10 de mai. de 2011

Cortázar e a Obra Definitiva - final

Por Claudio Parreira

- ELES FORAM ALÉM, sim. Além de suas forças.
Borges sorriu, como há muito não fazia.
- Não vi as putas, mas sei que não são seres imaginários. E receio que elas também não tenham me visto.
- Não viram você, Borges. Jamais verão.
Dedé vinha descendo a escada. Apesar da maratona dos dias anteriores, exibia ainda um vigor admirável.
- Senhor Cortázar – disse ela. – Com quem está conversando? Nesta casa hoje só se ouvem roncos e peidos.
- Com um velho amigo – respondeu ele. – Mas ele já se foi.
- Bem-vindo a Casa Rosada. Gostou do nome?
Cortázar riu novamente. Não imaginaria nome mais adequado para um puteiro.
- Perfeito. Mas as minhas considerações políticas não cabem aqui. Vim por outros motivos.
- Eu sei – continuou Dedé. – Mas os escritores estão fora de combate. Acho que só estarão em condições amanhã.
- Se sobreviverem a esta noite – alfinetou Cortázar.
Dedé simulou um sorriso, aproximou-se de Cortázar e lhe deu um beijo nos lábios. O escritor então foi para a rua com passos largos, acompanhado ainda pela voz de Maysa.

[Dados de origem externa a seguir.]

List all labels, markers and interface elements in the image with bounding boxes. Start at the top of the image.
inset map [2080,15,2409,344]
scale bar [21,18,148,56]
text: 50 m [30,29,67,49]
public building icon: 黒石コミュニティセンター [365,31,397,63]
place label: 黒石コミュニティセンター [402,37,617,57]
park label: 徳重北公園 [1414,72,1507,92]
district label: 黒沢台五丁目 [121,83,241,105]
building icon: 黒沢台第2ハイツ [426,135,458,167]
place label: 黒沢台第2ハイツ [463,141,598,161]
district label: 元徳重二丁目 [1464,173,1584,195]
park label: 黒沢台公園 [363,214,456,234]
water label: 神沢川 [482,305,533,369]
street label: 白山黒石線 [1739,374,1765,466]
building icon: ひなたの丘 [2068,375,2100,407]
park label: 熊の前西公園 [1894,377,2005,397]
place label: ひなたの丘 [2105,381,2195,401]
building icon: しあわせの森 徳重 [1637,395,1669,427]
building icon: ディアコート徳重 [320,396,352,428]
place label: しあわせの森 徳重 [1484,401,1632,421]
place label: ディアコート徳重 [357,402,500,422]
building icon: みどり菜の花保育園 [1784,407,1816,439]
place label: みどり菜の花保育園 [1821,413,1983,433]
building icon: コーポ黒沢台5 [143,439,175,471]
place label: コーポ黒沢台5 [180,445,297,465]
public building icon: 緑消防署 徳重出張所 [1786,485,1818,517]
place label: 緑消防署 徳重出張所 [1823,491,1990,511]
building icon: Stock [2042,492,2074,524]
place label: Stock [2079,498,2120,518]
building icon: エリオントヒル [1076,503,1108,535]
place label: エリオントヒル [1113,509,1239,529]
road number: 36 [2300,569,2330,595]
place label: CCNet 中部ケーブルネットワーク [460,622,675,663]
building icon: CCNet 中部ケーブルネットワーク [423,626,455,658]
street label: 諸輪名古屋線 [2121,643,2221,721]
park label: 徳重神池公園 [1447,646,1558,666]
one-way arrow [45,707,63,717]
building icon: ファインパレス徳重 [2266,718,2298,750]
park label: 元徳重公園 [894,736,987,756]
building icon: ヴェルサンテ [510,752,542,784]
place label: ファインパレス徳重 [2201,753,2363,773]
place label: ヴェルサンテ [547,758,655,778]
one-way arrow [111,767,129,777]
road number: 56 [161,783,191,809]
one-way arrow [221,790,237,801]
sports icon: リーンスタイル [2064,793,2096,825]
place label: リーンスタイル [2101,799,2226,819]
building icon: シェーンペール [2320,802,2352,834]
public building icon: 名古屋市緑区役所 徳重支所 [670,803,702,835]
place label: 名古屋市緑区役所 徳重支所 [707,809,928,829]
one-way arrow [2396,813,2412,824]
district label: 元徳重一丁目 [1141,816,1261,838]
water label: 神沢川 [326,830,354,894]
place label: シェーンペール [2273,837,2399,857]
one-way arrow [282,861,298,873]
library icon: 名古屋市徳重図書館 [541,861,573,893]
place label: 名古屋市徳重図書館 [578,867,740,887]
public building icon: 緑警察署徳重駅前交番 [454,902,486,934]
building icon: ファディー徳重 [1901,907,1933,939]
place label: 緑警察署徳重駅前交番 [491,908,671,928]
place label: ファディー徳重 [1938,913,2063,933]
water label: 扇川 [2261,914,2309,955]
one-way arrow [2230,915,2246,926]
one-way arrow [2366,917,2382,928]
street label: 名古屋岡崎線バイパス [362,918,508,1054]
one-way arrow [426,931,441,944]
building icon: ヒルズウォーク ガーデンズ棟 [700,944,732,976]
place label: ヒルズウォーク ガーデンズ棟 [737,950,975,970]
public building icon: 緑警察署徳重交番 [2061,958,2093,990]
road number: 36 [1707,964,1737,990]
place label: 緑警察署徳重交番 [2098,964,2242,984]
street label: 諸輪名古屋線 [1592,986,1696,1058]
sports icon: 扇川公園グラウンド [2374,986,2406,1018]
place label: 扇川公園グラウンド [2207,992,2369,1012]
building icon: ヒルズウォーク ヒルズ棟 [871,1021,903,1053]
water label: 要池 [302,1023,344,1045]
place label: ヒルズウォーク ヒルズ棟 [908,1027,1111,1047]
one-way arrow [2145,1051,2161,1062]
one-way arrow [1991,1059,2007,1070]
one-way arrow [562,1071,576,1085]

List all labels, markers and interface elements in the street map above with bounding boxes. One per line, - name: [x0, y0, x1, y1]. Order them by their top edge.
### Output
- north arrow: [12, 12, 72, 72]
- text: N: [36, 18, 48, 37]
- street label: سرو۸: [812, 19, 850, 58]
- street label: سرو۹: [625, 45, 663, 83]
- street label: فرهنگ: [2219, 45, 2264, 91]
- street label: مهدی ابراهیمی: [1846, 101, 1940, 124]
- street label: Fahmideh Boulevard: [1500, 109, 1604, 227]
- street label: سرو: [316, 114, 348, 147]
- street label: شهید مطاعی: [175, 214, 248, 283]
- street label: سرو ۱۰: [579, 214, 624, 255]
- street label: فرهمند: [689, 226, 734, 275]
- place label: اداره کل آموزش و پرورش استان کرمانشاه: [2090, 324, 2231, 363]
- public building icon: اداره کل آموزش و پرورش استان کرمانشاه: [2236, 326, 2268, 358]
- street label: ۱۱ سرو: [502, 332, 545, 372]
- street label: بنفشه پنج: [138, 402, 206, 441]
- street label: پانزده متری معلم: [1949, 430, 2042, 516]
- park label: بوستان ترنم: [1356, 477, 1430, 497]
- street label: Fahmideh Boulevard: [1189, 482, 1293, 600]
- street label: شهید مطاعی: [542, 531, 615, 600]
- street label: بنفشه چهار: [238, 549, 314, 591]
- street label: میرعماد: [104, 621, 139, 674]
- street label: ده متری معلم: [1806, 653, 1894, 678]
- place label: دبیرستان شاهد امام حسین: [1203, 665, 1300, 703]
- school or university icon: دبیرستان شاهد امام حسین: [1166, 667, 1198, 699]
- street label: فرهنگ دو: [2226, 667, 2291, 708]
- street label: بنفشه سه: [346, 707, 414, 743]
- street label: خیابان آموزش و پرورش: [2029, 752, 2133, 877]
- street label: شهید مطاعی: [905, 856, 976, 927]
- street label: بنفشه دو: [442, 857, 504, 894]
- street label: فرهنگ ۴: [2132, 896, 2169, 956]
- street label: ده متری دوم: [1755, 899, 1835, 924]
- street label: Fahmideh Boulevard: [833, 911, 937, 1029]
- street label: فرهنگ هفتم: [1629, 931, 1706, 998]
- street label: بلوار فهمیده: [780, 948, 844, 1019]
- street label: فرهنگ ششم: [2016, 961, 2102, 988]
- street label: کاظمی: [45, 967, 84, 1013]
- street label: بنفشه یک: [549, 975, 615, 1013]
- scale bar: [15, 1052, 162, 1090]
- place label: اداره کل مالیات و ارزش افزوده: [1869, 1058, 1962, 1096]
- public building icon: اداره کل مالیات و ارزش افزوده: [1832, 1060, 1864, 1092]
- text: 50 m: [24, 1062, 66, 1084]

Cortázar não sabia que tempo era aquele em Lugar Nenhum: parecia noite, parecia dia, não era nenhum deles. Impossível aplicar à cidade a régua rasa dos calendários e relógios. Era apenas, e bastava. O escritor sabia disso, de certa forma. Nenhuma surpresa, portanto. Apenas a sensação incômoda do dever a cumprir. Pela primeira vez alguém realmente se importava com a feitura d’A Obra Definitiva.
Sem ter o que fazer por ora, foi andando pelas ruas poeirentas de Lugar Nenhum. O Pombal não o interessava; a estação de trem serviria apenas para outros fins. E nada mais havia além da Casa Rosada, só quilômetros de vazio e ansiedade, um horizonte repleto de interrogações.
- Quer uma cerveja? – perguntou Miguel, que sempre surgia do nada.
Cortázar aceitou, recebeu também um Montecristo e ficaram os dois, fumando e bebendo, os pensamentos ancorados na imprecisa paisagem da alma.
Um uivo, o mesmo uivo, se fez ouvir novamente. Nenhum dos dois pareceu se incomodar. Cortázar apenas levantou uma sobrancelha.
- Deve ser algum dos homens – falou Miguel com gravidade.
- Então é o que nos resta – falou Cortázar.
- O quê?
- Esperar, apenas isso.

Dois ou três dias depois, difícil definir, Cortázar se viu finalmente no salão principal da Casa Rosada, diante dos sábios que escreveriam A Obra Definitiva. Não foi saudado com a reverência corrosiva destinada às celebridades, mas foi aceito como fundamental para o andamento do que se pretendia fazer.
- Senhor Cortázar – falou o Braga, Narinha colada à sua pele. – O problema é que não conseguimos iniciar o trabalho. Temos aqui filósofos, poetas, ficcionistas como o senhor, estudiosos das mais variadas disciplinas do conhecimento – mas não conseguimos escrever uma linha sequer. Parece até que algo maléfico nos impede de trabalhar.
- Da maneira como você fala, Braga, parece que eu tenho o dom de fazer o que vocês não conseguiram até agora, e não é nada disso. Não estou aqui para tomar o trabalho de vocês em minhas mãos. Vim somar, apenas. Juntar o meu esforço ao esforço de vocês.
- Esse é o problema, senhor Cortázar: o único esforço que temos feito nos últimos dias é de outra natureza.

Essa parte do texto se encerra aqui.